Ama AKP’ninki başka. AKP Genel Başkanı olarak seçim kampanyasının başındaki kişi aynı zamanda halkın tümüne hizmet etmek üzere seçilmiş bir cumhurbaşkanı. Bir cumhurbaşkanının tüm yetki ve ayrıcalıklarını kullanarak, partisi adına seçim kampanyası yürütüyor.
AKP liderini dinlemeye gelenlerin yarısı gerçekten kendi partisinin üye ya da sempatizanları ise diğer yarısı emir-komuta ile oraya getirilmiş o yörenin memurları olabiliyor.

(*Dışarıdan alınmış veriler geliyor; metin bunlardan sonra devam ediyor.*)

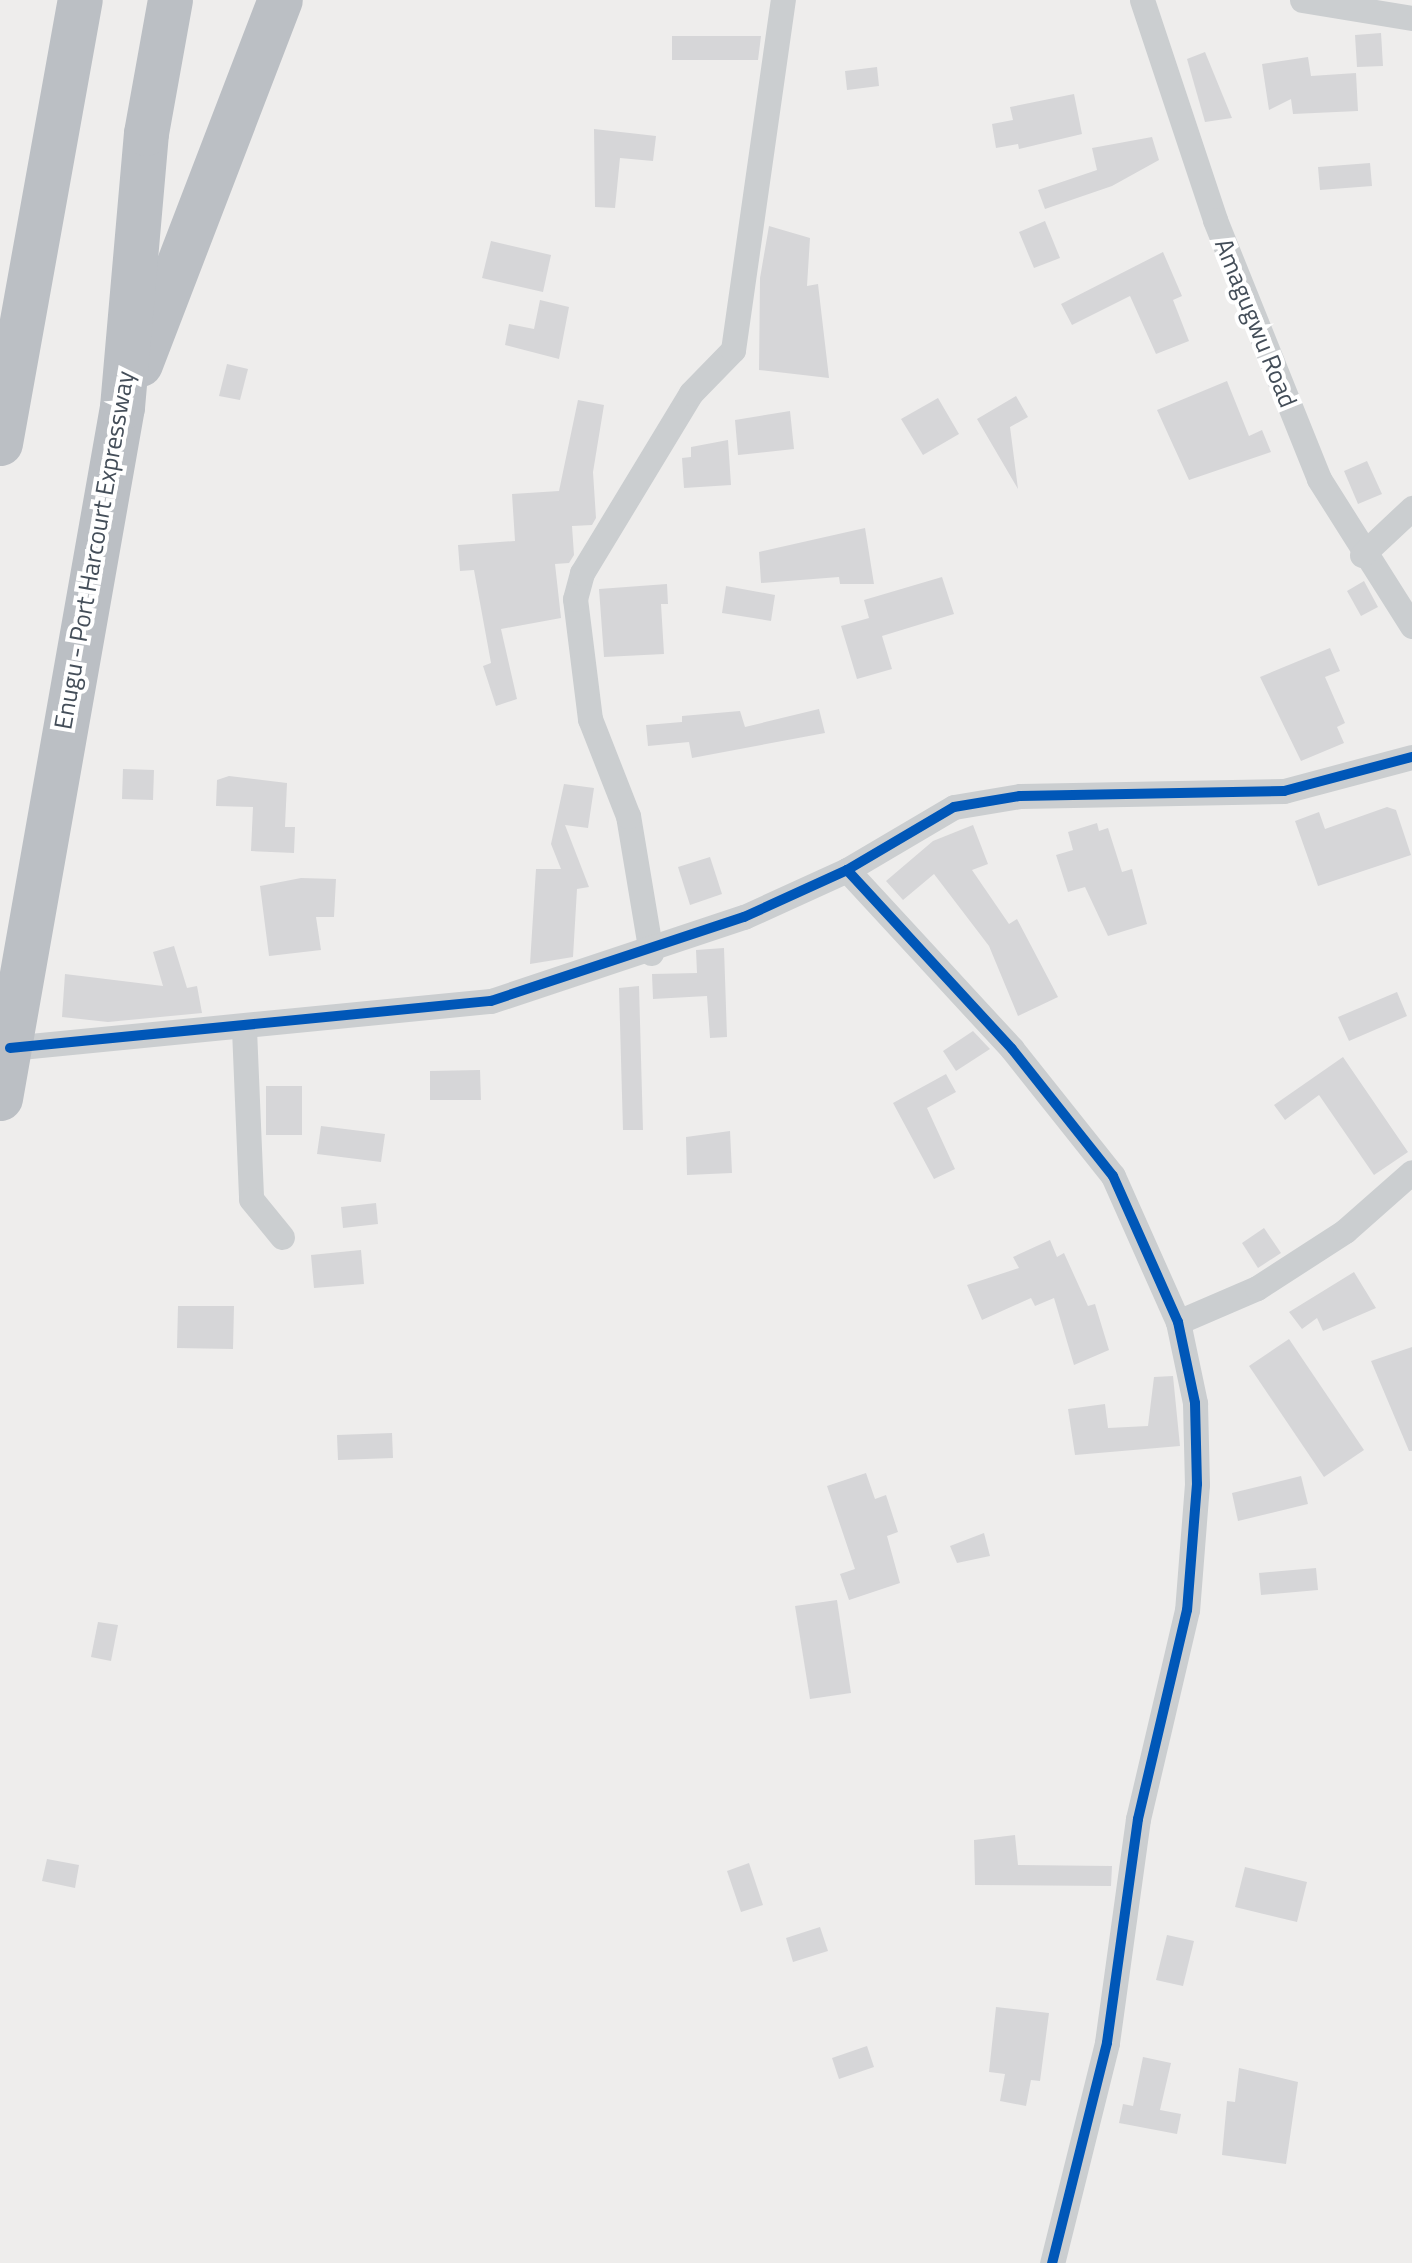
<!DOCTYPE html>
<style>
body{margin:0}
#map{position:relative;width:1412px;height:2263px;overflow:hidden;background:#eeedec;font-family:"Titillium Web",sans-serif}
div>[style]{position:absolute}
.building>*{inset:0;background:#d6d6d8}
.street>*{height:25px;margin:-12.5px;padding:0 12.5px;transform-origin:12.5px;border-radius:12.5px;background:#cbced0}
.highway>*{height:45px;margin:-22.5px;padding:0 22.5px;transform-origin:22.5px;border-radius:22.5px;background:#bbbfc4}
.cycleway>*{height:10px;margin:-5px;padding:0 5px;transform-origin:5px;border-radius:5px;background:#0057b8}
span{translate:-50% -50%;white-space:nowrap;text-align:center;line-height:1.15;-webkit-text-stroke:8px #fff;paint-order:stroke}
.street-label{font-size:25px;color:#444e59}
</style>
<div id="map">
<div class="building">
<div style="clip-path:polygon(1381px 33px,1383px 66px,1357px 67px,1355px 35px)"></div>
<div style="clip-path:polygon(672px 36px,761px 36px,758px 60px,672px 60px)"></div>
<div style="clip-path:polygon(1205px 52px,1232px 118px,1205px 122px,1187px 59px)"></div>
<div style="clip-path:polygon(1308px 57px,1311px 76px,1356px 73px,1358px 111px,1293px 114px,1291px 99px,1269px 110px,1262px 64px)"></div>
<div style="clip-path:polygon(877px 67px,879px 86px,847px 90px,845px 71px)"></div>
<div style="clip-path:polygon(1074px 94px,1082px 134px,1019px 149px,1018px 144px,996px 148px,992px 124px,1013px 120px,1010px 107px)"></div>
<div style="clip-path:polygon(594px 129px,656px 136px,653px 161px,620px 158px,615px 208px,595px 207px)"></div>
<div style="clip-path:polygon(1152px 137px,1159px 160px,1112px 186px,1045px 209px,1038px 190px,1097px 170px,1092px 148px)"></div>
<div style="clip-path:polygon(1370px 163px,1372px 186px,1320px 190px,1318px 167px)"></div>
<div style="clip-path:polygon(1045px 221px,1060px 258px,1034px 268px,1019px 232px)"></div>
<div style="clip-path:polygon(769px 226px,810px 238px,807px 286px,818px 284px,829px 378px,759px 370px,760px 278px)"></div>
<div style="clip-path:polygon(491px 241px,551px 255px,543px 292px,482px 278px)"></div>
<div style="clip-path:polygon(1163px 252px,1182px 296px,1173px 300px,1189px 341px,1156px 354px,1130px 296px,1072px 325px,1061px 304px)"></div>
<div style="clip-path:polygon(540px 300px,569px 307px,559px 359px,505px 345px,509px 324px,534px 329px)"></div>
<div style="clip-path:polygon(227px 364px,248px 369px,240px 400px,219px 396px)"></div>
<div style="clip-path:polygon(1227px 381px,1249px 436px,1262px 430px,1271px 452px,1189px 480px,1157px 410px)"></div>
<div style="clip-path:polygon(1016px 396px,1028px 417px,1010px 427px,1018px 489px,977px 419px)"></div>
<div style="clip-path:polygon(938px 398px,959px 434px,923px 455px,901px 419px)"></div>
<div style="clip-path:polygon(578px 400px,604px 405px,593px 472px,596px 518px,592px 525px,572px 526px,574px 555px,569px 563px,555px 564px,561px 618px,501px 629px,517px 699px,496px 706px,483px 666px,491px 663px,474px 570px,460px 571px,458px 545px,515px 541px,512px 494px,559px 491px)"></div>
<div style="clip-path:polygon(790px 411px,794px 449px,738px 455px,735px 420px)"></div>
<div style="clip-path:polygon(728px 440px,731px 485px,684px 488px,682px 458px,691px 457px,691px 447px)"></div>
<div style="clip-path:polygon(1367px 461px,1382px 494px,1358px 504px,1344px 471px)"></div>
<div style="clip-path:polygon(865px 528px,874px 584px,840px 584px,839px 577px,761px 583px,759px 552px)"></div>
<div style="clip-path:polygon(942px 577px,954px 614px,882px 636px,892px 669px,857px 679px,841px 626px,869px 618px,864px 600px)"></div>
<div style="clip-path:polygon(1364px 581px,1378px 607px,1361px 616px,1347px 591px)"></div>
<div style="clip-path:polygon(667px 584px,668px 604px,661px 604px,664px 654px,604px 657px,599px 589px)"></div>
<div style="clip-path:polygon(726px 586px,775px 595px,771px 621px,722px 613px)"></div>
<div style="clip-path:polygon(1330px 648px,1340px 671px,1325px 677px,1345px 723px,1337px 727px,1344px 743px,1301px 761px,1260px 677px)"></div>
<div style="clip-path:polygon(819px 709px,825px 733px,692px 758px,689px 742px,648px 746px,646px 725px,682px 722px,682px 716px,740px 711px,745px 727px)"></div>
<div style="clip-path:polygon(123px 769px,154px 770px,153px 800px,122px 799px)"></div>
<div style="clip-path:polygon(229px 776px,287px 783px,285px 827px,295px 827px,294px 853px,251px 851px,253px 807px,216px 806px,217px 780px)"></div>
<div style="clip-path:polygon(564px 784px,594px 788px,588px 828px,565px 825px,589px 887px,577px 889px,573px 957px,530px 964px,536px 869px,561px 869px,551px 844px)"></div>
<div style="clip-path:polygon(1387px 807px,1396px 810px,1411px 855px,1318px 886px,1295px 821px,1319px 812px,1325px 829px)"></div>
<div style="clip-path:polygon(1097px 823px,1099px 831px,1108px 828px,1122px 872px,1132px 869px,1147px 924px,1108px 936px,1085px 887px,1068px 892px,1056px 855px,1073px 850px,1068px 832px)"></div>
<div style="clip-path:polygon(973px 825px,988px 864px,972px 870px,1009px 924px,1017px 919px,1058px 997px,1018px 1016px,989px 946px,934px 874px,903px 900px,886px 881px,933px 841px)"></div>
<div style="clip-path:polygon(710px 857px,722px 894px,690px 905px,678px 867px)"></div>
<div style="clip-path:polygon(301px 878px,336px 879px,334px 917px,316px 917px,321px 950px,269px 956px,260px 886px)"></div>
<div style="clip-path:polygon(174px 946px,187px 988px,197px 986px,202px 1013px,108px 1022px,62px 1017px,65px 974px,163px 986px,153px 952px)"></div>
<div style="clip-path:polygon(724px 948px,727px 1037px,710px 1038px,707px 996px,653px 999px,652px 974px,697px 973px,696px 950px)"></div>
<div style="clip-path:polygon(639px 986px,643px 1130px,623px 1130px,619px 988px)"></div>
<div style="clip-path:polygon(1397px 992px,1407px 1016px,1349px 1041px,1338px 1017px)"></div>
<div style="clip-path:polygon(973px 1031px,990px 1049px,956px 1071px,943px 1051px)"></div>
<div style="clip-path:polygon(1343px 1057px,1408px 1152px,1374px 1175px,1319px 1095px,1285px 1120px,1274px 1105px)"></div>
<div style="clip-path:polygon(480px 1070px,481px 1100px,430px 1100px,430px 1071px)"></div>
<div style="clip-path:polygon(946px 1074px,956px 1092px,927px 1108px,955px 1169px,934px 1179px,893px 1103px)"></div>
<div style="clip-path:polygon(266px 1086px,302px 1086px,302px 1135px,266px 1135px)"></div>
<div style="clip-path:polygon(321px 1126px,385px 1134px,381px 1162px,317px 1154px)"></div>
<div style="clip-path:polygon(730px 1131px,732px 1173px,687px 1175px,686px 1137px)"></div>
<div style="clip-path:polygon(376px 1203px,378px 1224px,343px 1228px,341px 1207px)"></div>
<div style="clip-path:polygon(1264px 1228px,1281px 1253px,1258px 1268px,1242px 1243px)"></div>
<div style="clip-path:polygon(1050px 1240px,1057px 1257px,1064px 1253px,1088px 1306px,1095px 1304px,1109px 1350px,1074px 1365px,1054px 1298px,1035px 1306px,1031px 1298px,982px 1320px,967px 1285px,1019px 1268px,1013px 1257px)"></div>
<div style="clip-path:polygon(361px 1250px,364px 1284px,314px 1288px,311px 1255px)"></div>
<div style="clip-path:polygon(1354px 1272px,1376px 1308px,1323px 1331px,1317px 1318px,1302px 1329px,1289px 1312px)"></div>
<div style="clip-path:polygon(178px 1306px,234px 1306px,233px 1349px,177px 1348px)"></div>
<div style="clip-path:polygon(1289px 1339px,1364px 1450px,1324px 1477px,1249px 1366px)"></div>
<div style="clip-path:polygon(1412px 1347px,1412px 1451px,1409px 1451px,1371px 1361px)"></div>
<div style="clip-path:polygon(1173px 1376px,1180px 1446px,1075px 1455px,1068px 1409px,1105px 1404px,1108px 1428px,1148px 1426px,1154px 1377px)"></div>
<div style="clip-path:polygon(392px 1433px,393px 1458px,338px 1460px,337px 1435px)"></div>
<div style="clip-path:polygon(866px 1473px,875px 1499px,886px 1495px,898px 1532px,887px 1536px,900px 1583px,849px 1600px,840px 1574px,855px 1569px,827px 1486px)"></div>
<div style="clip-path:polygon(1301px 1476px,1308px 1504px,1238px 1521px,1232px 1493px)"></div>
<div style="clip-path:polygon(984px 1533px,990px 1556px,957px 1563px,950px 1546px)"></div>
<div style="clip-path:polygon(1316px 1568px,1318px 1590px,1261px 1595px,1259px 1573px)"></div>
<div style="clip-path:polygon(837px 1600px,851px 1693px,810px 1699px,795px 1606px)"></div>
<div style="clip-path:polygon(98px 1622px,118px 1625px,111px 1661px,91px 1657px)"></div>
<div style="clip-path:polygon(1015px 1835px,1018px 1865px,1112px 1866px,1111px 1886px,975px 1885px,974px 1840px)"></div>
<div style="clip-path:polygon(47px 1859px,79px 1865px,75px 1888px,42px 1881px)"></div>
<div style="clip-path:polygon(749px 1863px,763px 1905px,741px 1912px,727px 1871px)"></div>
<div style="clip-path:polygon(1245px 1867px,1307px 1882px,1297px 1922px,1235px 1907px)"></div>
<div style="clip-path:polygon(820px 1927px,828px 1951px,793px 1962px,786px 1938px)"></div>
<div style="clip-path:polygon(1167px 1935px,1194px 1941px,1183px 1986px,1156px 1980px)"></div>
<div style="clip-path:polygon(996px 2007px,1049px 2013px,1040px 2081px,1031px 2080px,1026px 2106px,1000px 2101px,1005px 2074px,989px 2072px)"></div>
<div style="clip-path:polygon(867px 2046px,874px 2067px,839px 2079px,832px 2058px)"></div>
<div style="clip-path:polygon(1143px 2057px,1171px 2063px,1160px 2110px,1181px 2114px,1177px 2134px,1119px 2123px,1123px 2104px,1133px 2106px)"></div>
<div style="clip-path:polygon(1239px 2068px,1298px 2082px,1286px 2164px,1222px 2155px,1227px 2101px,1235px 2102px)"></div>
</div>
<div class="street">
<div style="left:1142px;top:0;width:232px;rotate:71.6deg"></div>
<div style="left:1215px;top:220px;width:279px;rotate:68.1deg"></div>
<div style="left:1319px;top:479px;width:174px;rotate:57.7deg"></div>
<div style="left:1302px;top:0;width:111px;rotate:9.3deg"></div>
<div style="left:1362px;top:555px;width:69px;rotate:-43.2deg"></div>
<div style="left:847px;top:870px;width:243px;rotate:47.3deg"></div>
<div style="left:1012px;top:1049px;width:162px;rotate:51.5deg"></div>
<div style="left:1113px;top:1176px;width:160px;rotate:66deg"></div>
<div style="left:1178px;top:1322px;width:83px;rotate:78.1deg"></div>
<div style="left:1195px;top:1403px;width:81px;rotate:88.6deg"></div>
<div style="left:1197px;top:1484px;width:126px;rotate:94.5deg"></div>
<div style="left:1187px;top:1610px;width:215px;rotate:103.2deg"></div>
<div style="left:1138px;top:1819px;width:226px;rotate:97.9deg"></div>
<div style="left:1107px;top:2043px;width:227px;rotate:104deg"></div>
<div style="left:651px;top:953px;width:139px;rotate:-99.5deg"></div>
<div style="left:628px;top:816px;width:104px;rotate:-111.4deg"></div>
<div style="left:590px;top:719px;width:121px;rotate:-97.1deg"></div>
<div style="left:575px;top:599px;width:27px;rotate:-75deg"></div>
<div style="left:582px;top:573px;width:210px;rotate:-58.8deg"></div>
<div style="left:691px;top:393px;width:60px;rotate:-45.7deg"></div>
<div style="left:733px;top:350px;width:354px;rotate:-81.9deg"></div>
<div style="left:244px;top:1029px;width:170px;rotate:87.6deg"></div>
<div style="left:251px;top:1199px;width:49px;rotate:50.8deg"></div>
<div style="left:10px;top:1048px;width:483px;rotate:-5.6deg"></div>
<div style="left:491px;top:1001px;width:267px;rotate:-18.4deg"></div>
<div style="left:744px;top:917px;width:113px;rotate:-24.5deg"></div>
<div style="left:847px;top:870px;width:124px;rotate:-30.5deg"></div>
<div style="left:954px;top:807px;width:67px;rotate:-9.5deg"></div>
<div style="left:1020px;top:796px;width:264px;rotate:-1.1deg"></div>
<div style="left:1284px;top:791px;width:132px;rotate:-14.9deg"></div>
<div style="left:1178px;top:1322px;width:86px;rotate:-23.3deg"></div>
<div style="left:1257px;top:1288px;width:105px;rotate:-32.9deg"></div>
<div style="left:1345px;top:1231px;width:89px;rotate:-41.4deg"></div>
</div>
<div class="highway">
<div style="left:140px;top:364px;width:390px;rotate:-69deg"></div>
<div style="left:0;top:443px;width:450px;rotate:-79.8deg"></div>
<div style="left:0;top:1098px;width:702px;rotate:-79.99deg"></div>
<div style="left:122px;top:407px;width:275px;rotate:-85deg"></div>
<div style="left:146px;top:133px;width:135px;rotate:-79.8deg"></div>
</div>
<div class="cycleway">
<div style="left:847px;top:870px;width:243px;rotate:47.3deg"></div>
<div style="left:1012px;top:1049px;width:162px;rotate:51.5deg"></div>
<div style="left:1113px;top:1176px;width:160px;rotate:66deg"></div>
<div style="left:1178px;top:1322px;width:83px;rotate:78.1deg"></div>
<div style="left:1195px;top:1403px;width:81px;rotate:88.6deg"></div>
<div style="left:1197px;top:1484px;width:126px;rotate:94.5deg"></div>
<div style="left:1187px;top:1610px;width:215px;rotate:103.2deg"></div>
<div style="left:1138px;top:1819px;width:226px;rotate:97.9deg"></div>
<div style="left:1107px;top:2043px;width:227px;rotate:104deg"></div>
<div style="left:10px;top:1048px;width:483px;rotate:-5.6deg"></div>
<div style="left:491px;top:1001px;width:267px;rotate:-18.4deg"></div>
<div style="left:744px;top:917px;width:113px;rotate:-24.5deg"></div>
<div style="left:847px;top:870px;width:124px;rotate:-30.5deg"></div>
<div style="left:954px;top:807px;width:67px;rotate:-9.5deg"></div>
<div style="left:1020px;top:796px;width:264px;rotate:-1.1deg"></div>
<div style="left:1284px;top:791px;width:132px;rotate:-14.9deg"></div>
</div>
<div class="street-label">
<span style="left:1256px;top:323px;rotate:68deg">Amagugwu Road</span>
<span style="left:94px;top:550px;rotate:-80deg">Enugu - Port Harcourt Expressway</span>
</div>
</div>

Bunun bu şekilde yıllarca yaşanmış olması, doğru olduğuna da işaret etmiyor, meşru olduğuna da…
Cumhurbaşkanı seçim stratejisini önce korku üzerine kurdu: Eğer bize oy vermezseniz, yani buradaki belediye başkanı bizden olmazsa, onun hizmet vermesini engelleriz… Örneğin buraya doğalgaz getirilecekse, onun gelmesini engelleriz. (Zaten bunun yasasını da çıkardılar)
Ancak Cumhurbaşkanı’nın son müjdesi çok hoş! “Ben gidiciyim” diyor. Bizden son kez oy istiyormuş. (Pardon, yerel seçim yapıyoruz; sizin herhangi bir yerden seçilme durumunuz yok ama işin bu yönünü bir yana bırakalım). Bir siyasetçinin artık kendisinin olmayacağı bir ortamı vadetmek bizde olmaz!
Nitekim Bekir Bozdağ, bizi olmasa da kendi tabanını ‘yatıştırmak’ adına, Cumhurbaşkanı’nı sonsuza dek yeniden seçtirebilmek için ellerindeki (erken seçimle yeniden aday olabilme) formülü hatırlattı. Diyorlar ki, bizden -daha doğrusu- Erdoğan’dan ‘kurtulmanız’ öyle kolay değil!..
Oysa gidişat öyle değil. Daha üstünden bir yıl geçmemiş olan son genel seçimlerdeki AKP’nin oy oranı yüzde 35. Ekonomi böyle gittikçe, halk enflasyonun altında inim inim inledikçe, emekçiye ve emeklilere sefalet ücretini reva gördükçe, bu oranının daha da düşeceği aşikâr.
Her geçen gün biraz daha yoksullaştığı için AKP’den kaçan seçmenlerin yöneleceği adreslerden biri Erbakan’ın siyasi mirasına sahip çıkmaya çalışan Yeniden Refah Partisi olacağa benziyor. Bu yüzden, Erdoğan’ın -sonunda aslında muhatabına yarayacak olan- YRP ile söz düellosu yükselecek galiba.
Ama ben yine de Erdoğan’ın “bu benim son seçimim” müjdesini sevdim! Onun olmadığı bir siyasi ortam şahane olacak! Benim gibi düşünenlerin en az yüzde 50 olduğuna inanıyorum. Siz ne dersiniz?